PROBLEM REQUIREMENTS: Reproduce exactly the lines from the one containing "Bounding boxes for" through the last line of the records below, both included, and nothing else.

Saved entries
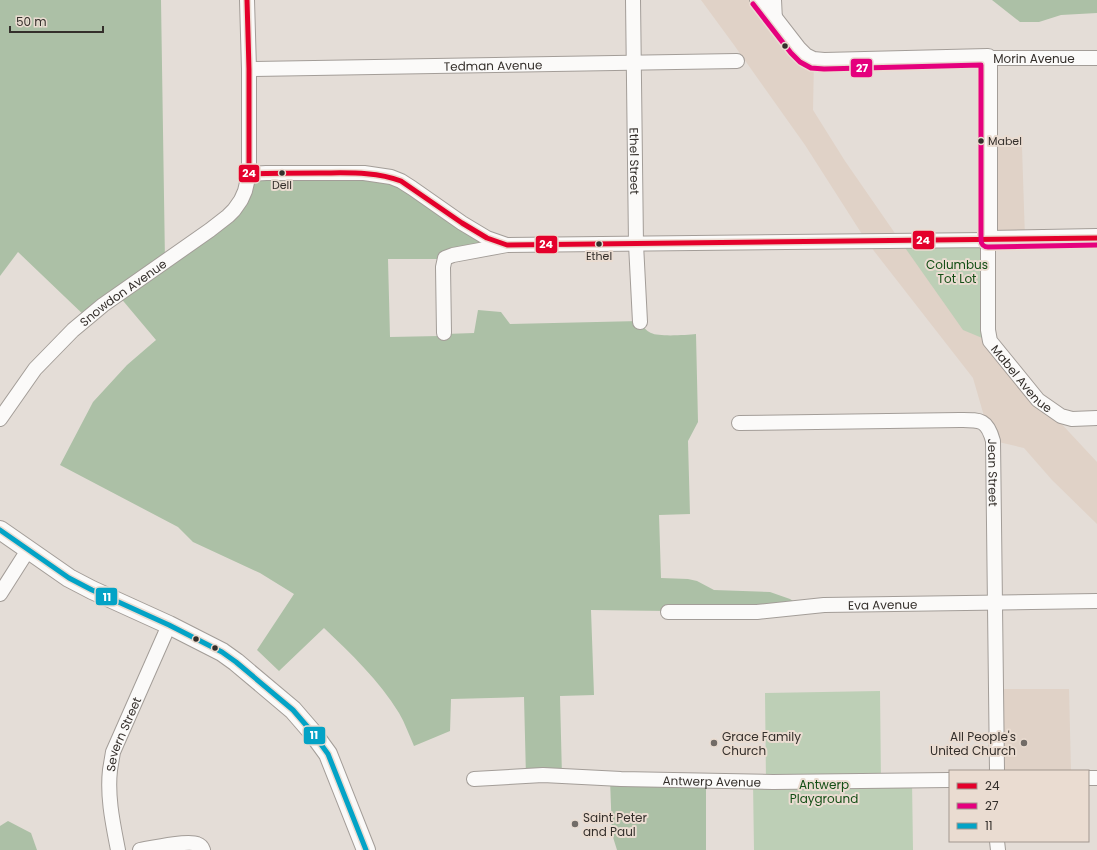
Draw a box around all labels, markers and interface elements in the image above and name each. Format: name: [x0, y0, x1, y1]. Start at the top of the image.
scale bar: [10, 8, 103, 34]
text: 50 m: [16, 13, 47, 30]
unlabelled marker: [780, 41, 790, 51]
street label: Morin Avenue: [993, 50, 1075, 67]
street label: Tedman Avenue: [444, 56, 542, 74]
line badge: 27: [850, 58, 873, 78]
text: 27: [856, 60, 868, 76]
street label: Ethel Street: [626, 127, 644, 195]
place label: Mabel: [988, 133, 1022, 149]
marker: Mabel: [976, 136, 986, 146]
line badge: 24: [238, 164, 260, 183]
text: 24: [242, 165, 256, 181]
marker: Dell: [277, 168, 287, 178]
place label: Dell: [272, 177, 292, 193]
line badge: 24: [912, 230, 935, 250]
text: 24: [916, 232, 930, 248]
line badge: 24: [535, 235, 558, 254]
text: 24: [539, 236, 553, 252]
marker: Ethel: [594, 239, 604, 249]
place label: Ethel: [586, 248, 612, 264]
street label: Snowdon Avenue: [76, 255, 170, 330]
park label: Columbus Tot Lot: [926, 256, 988, 287]
street label: Mabel Avenue: [988, 341, 1056, 416]
street label: Jean Street: [984, 438, 1002, 507]
line badge: 11: [95, 587, 118, 606]
text: 11: [103, 589, 111, 605]
street label: Eva Avenue: [848, 595, 917, 613]
unlabelled marker: [191, 634, 201, 644]
unlabelled marker: [210, 643, 220, 653]
street label: Severn Street: [101, 694, 145, 773]
line badge: 11: [303, 726, 326, 745]
text: 11: [310, 727, 318, 743]
place label: Grace Family Church: [722, 728, 801, 759]
place label: All People's United Church: [930, 728, 1016, 759]
marker: Grace Family Church: [709, 738, 719, 748]
marker: All People's United Church: [1019, 738, 1029, 748]
legend: [949, 770, 1089, 842]
street label: Antwerp Avenue: [662, 771, 761, 790]
park label: Antwerp Playground: [790, 776, 858, 807]
text: 24: [985, 777, 1000, 794]
text: 27: [985, 797, 999, 814]
place label: Saint Peter and Paul: [583, 809, 648, 840]
text: 11: [985, 817, 993, 834]
marker: Saint Peter and Paul: [570, 819, 580, 829]

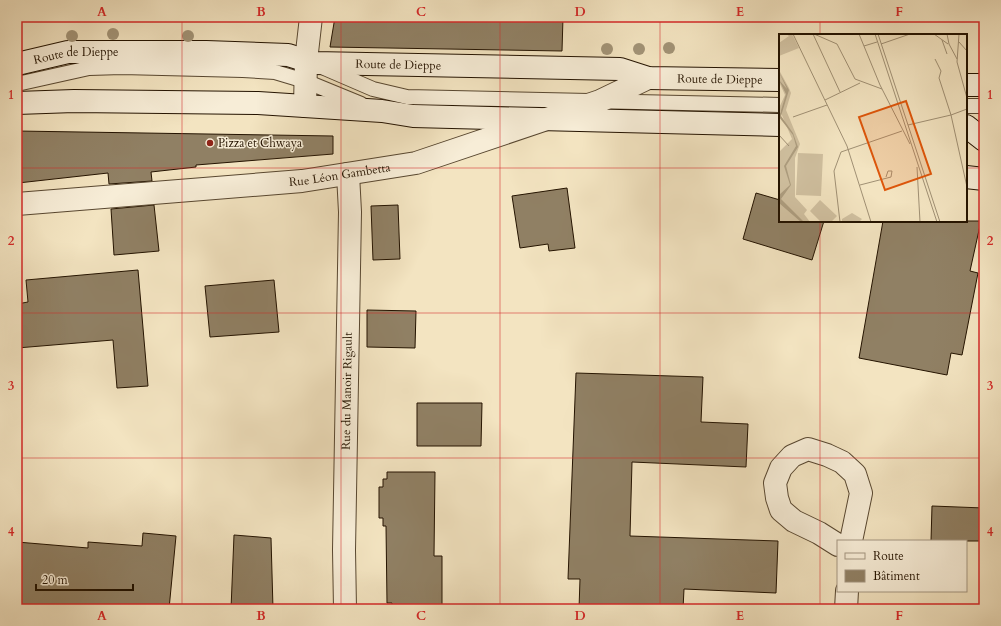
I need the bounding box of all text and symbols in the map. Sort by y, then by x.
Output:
text: A [97,3,107,21]
text: B [256,3,266,21]
text: C [416,3,426,21]
text: D [574,3,586,21]
text: E [736,3,744,21]
text: F [895,3,903,21]
inset map [779,34,967,222]
street label: Route de Dieppe [32,44,119,68]
street label: Route de Dieppe [355,56,441,73]
street label: Route de Dieppe [677,70,763,88]
text: 1 [8,86,14,104]
text: 1 [987,86,993,104]
place label: Pizza et Chwaya [218,135,303,151]
marker: Pizza et Chwaya [205,138,215,148]
street label: Rue Léon Gambetta [288,159,392,190]
text: 2 [8,232,15,250]
text: 2 [987,232,994,250]
street label: Rue du Manoir Rigault [338,332,356,450]
text: 3 [8,377,15,395]
text: 3 [987,377,994,395]
text: 4 [8,523,15,541]
text: 4 [987,523,994,541]
legend [837,540,967,592]
text: Route [873,548,904,564]
scale bar [36,566,133,592]
text: Bâtiment [873,568,920,584]
text: 20 m [42,572,69,588]
text: A [97,607,107,625]
text: B [256,607,266,625]
text: C [416,607,426,625]
text: D [574,607,586,625]
text: E [736,607,744,625]
text: F [895,607,903,625]

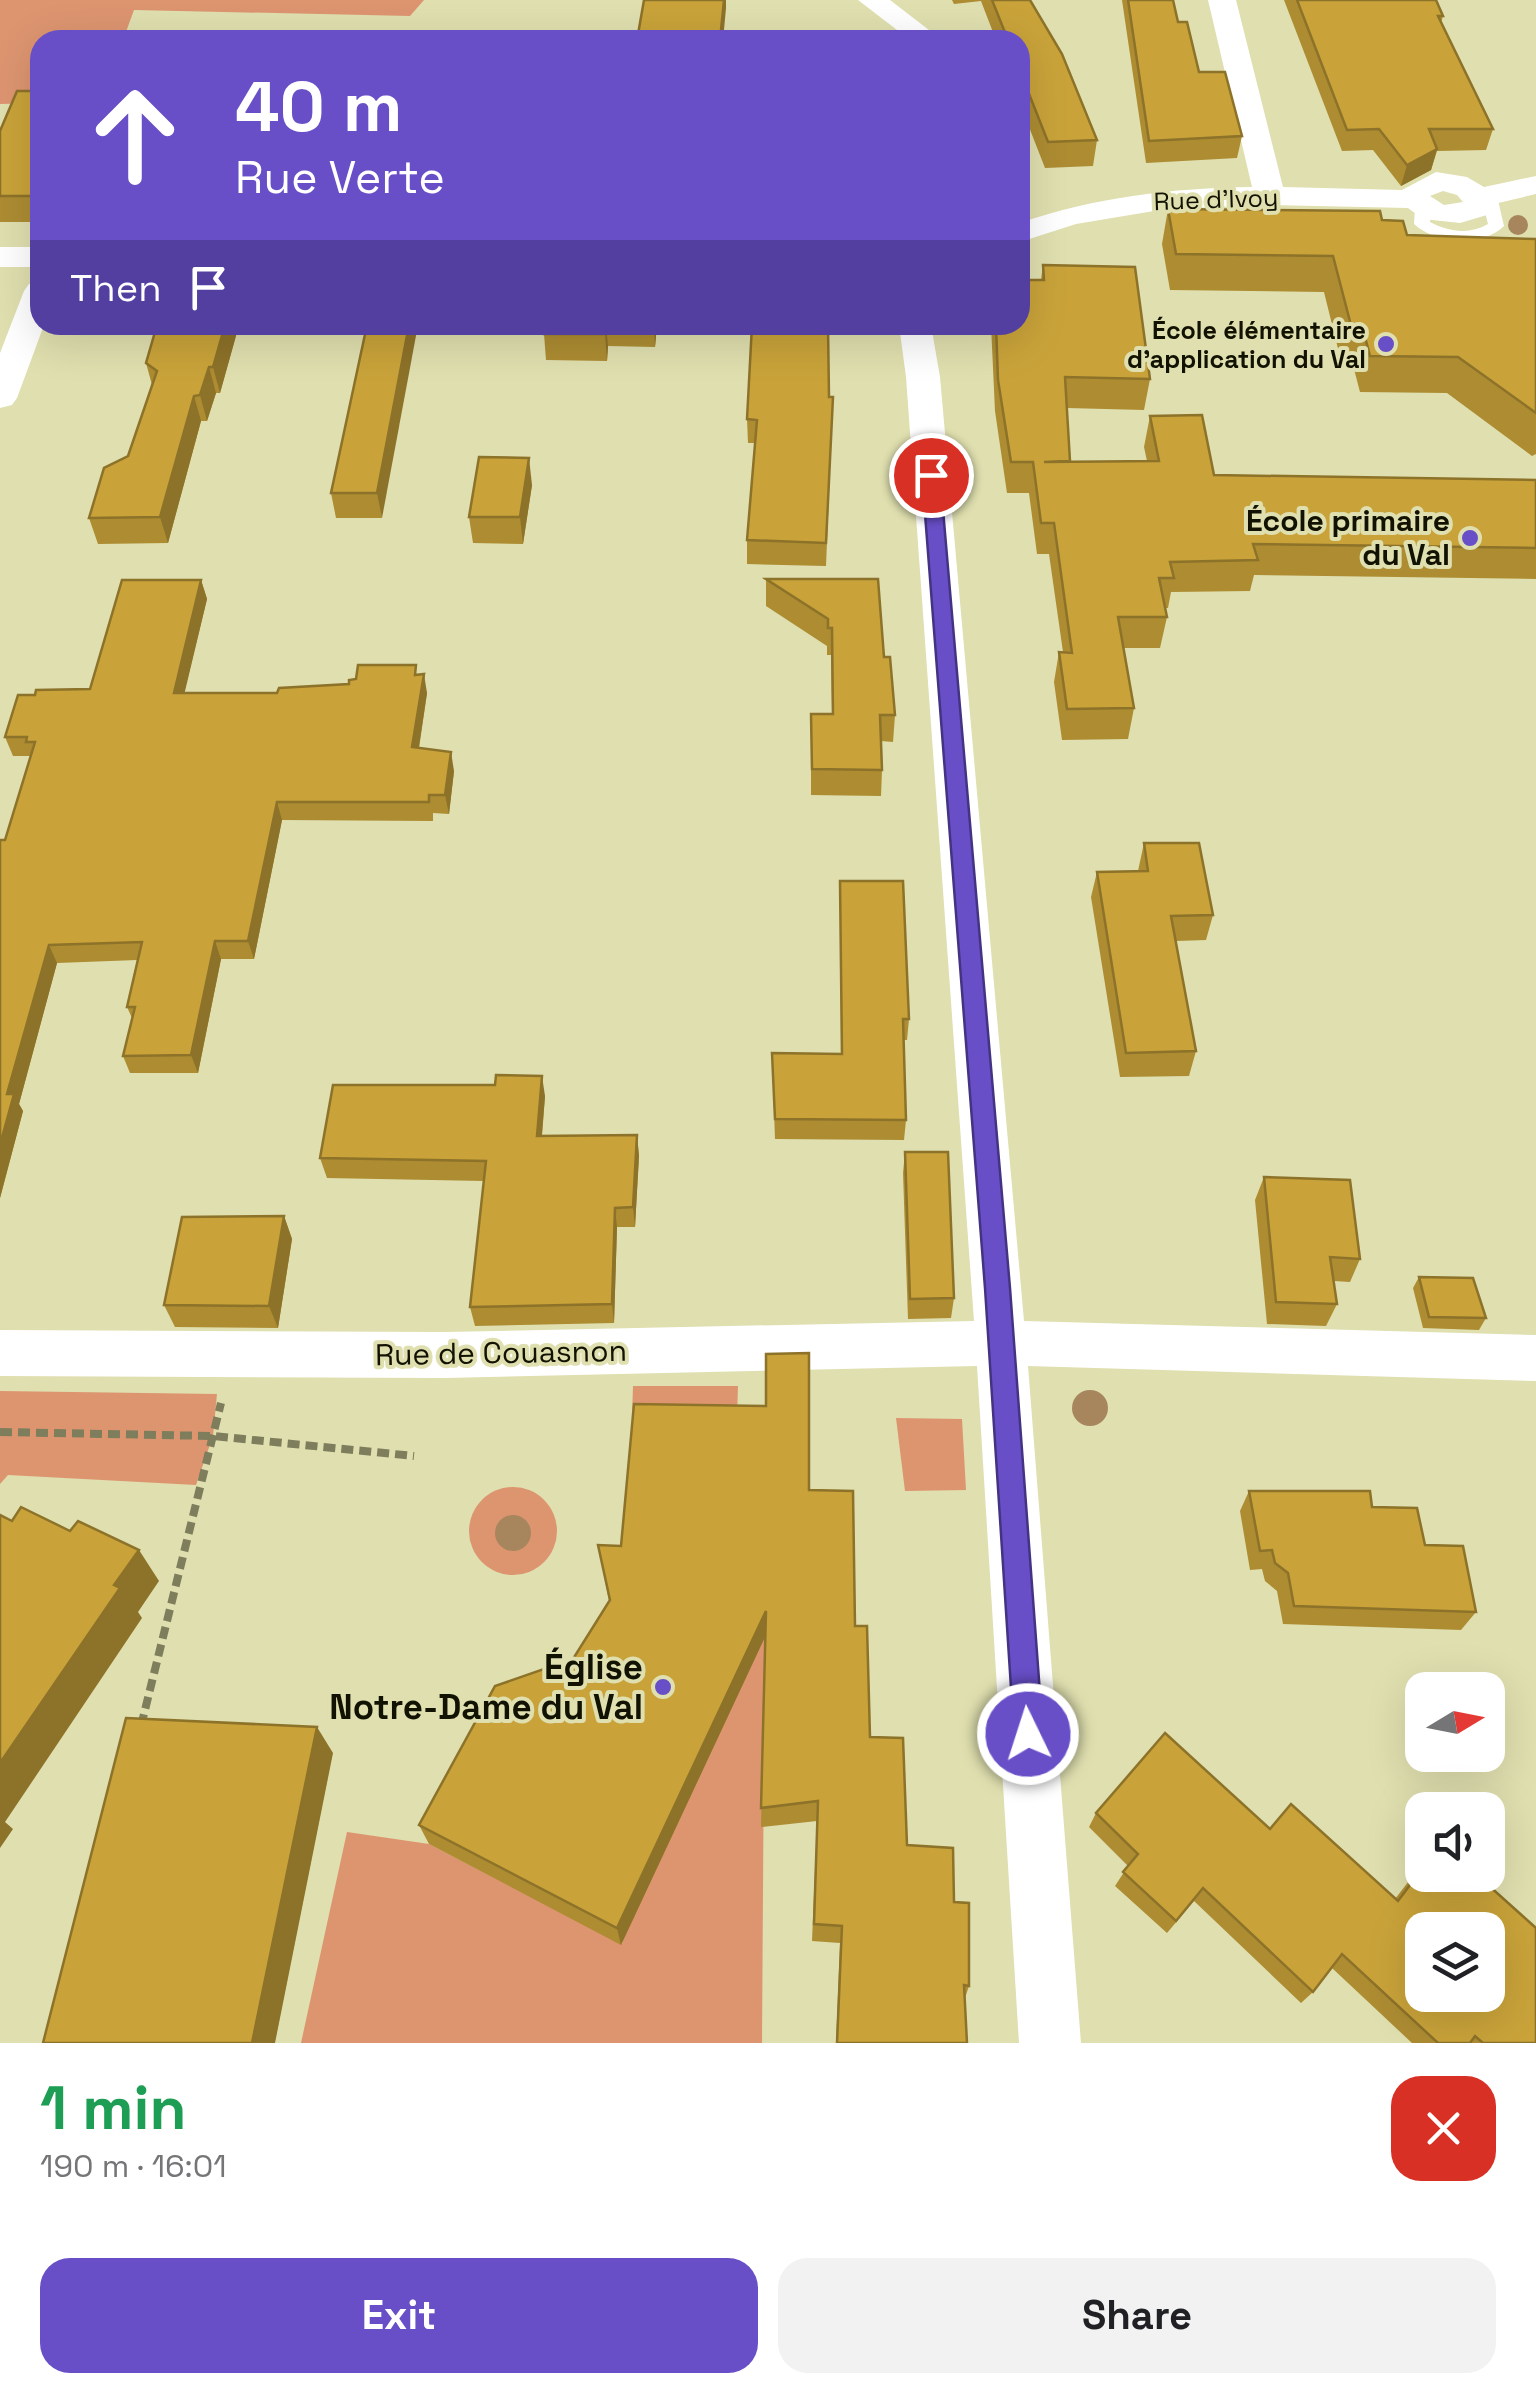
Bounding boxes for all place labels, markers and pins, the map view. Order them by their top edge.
place label: École élémentaire d'application du Val [1127,314,1366,375]
marker: École élémentaire d'application du Val [1375,333,1397,355]
pin [889,433,974,518]
place label: École primaire du Val [1246,501,1450,574]
marker: École primaire du Val [1459,527,1481,549]
place label: Église Notre-Dame du Val [329,1645,643,1729]
marker: Église Notre-Dame du Val [652,1676,674,1698]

ANSWER TO THIS EXERCISE:
Bounding boxes for all place labels, markers and pins, the map view. Order them by their top edge.
place label: École élémentaire d'application du Val [1127,314,1366,375]
marker: École élémentaire d'application du Val [1375,333,1397,355]
pin [889,433,974,518]
place label: École primaire du Val [1246,501,1450,574]
marker: École primaire du Val [1459,527,1481,549]
place label: Église Notre-Dame du Val [329,1645,643,1729]
marker: Église Notre-Dame du Val [652,1676,674,1698]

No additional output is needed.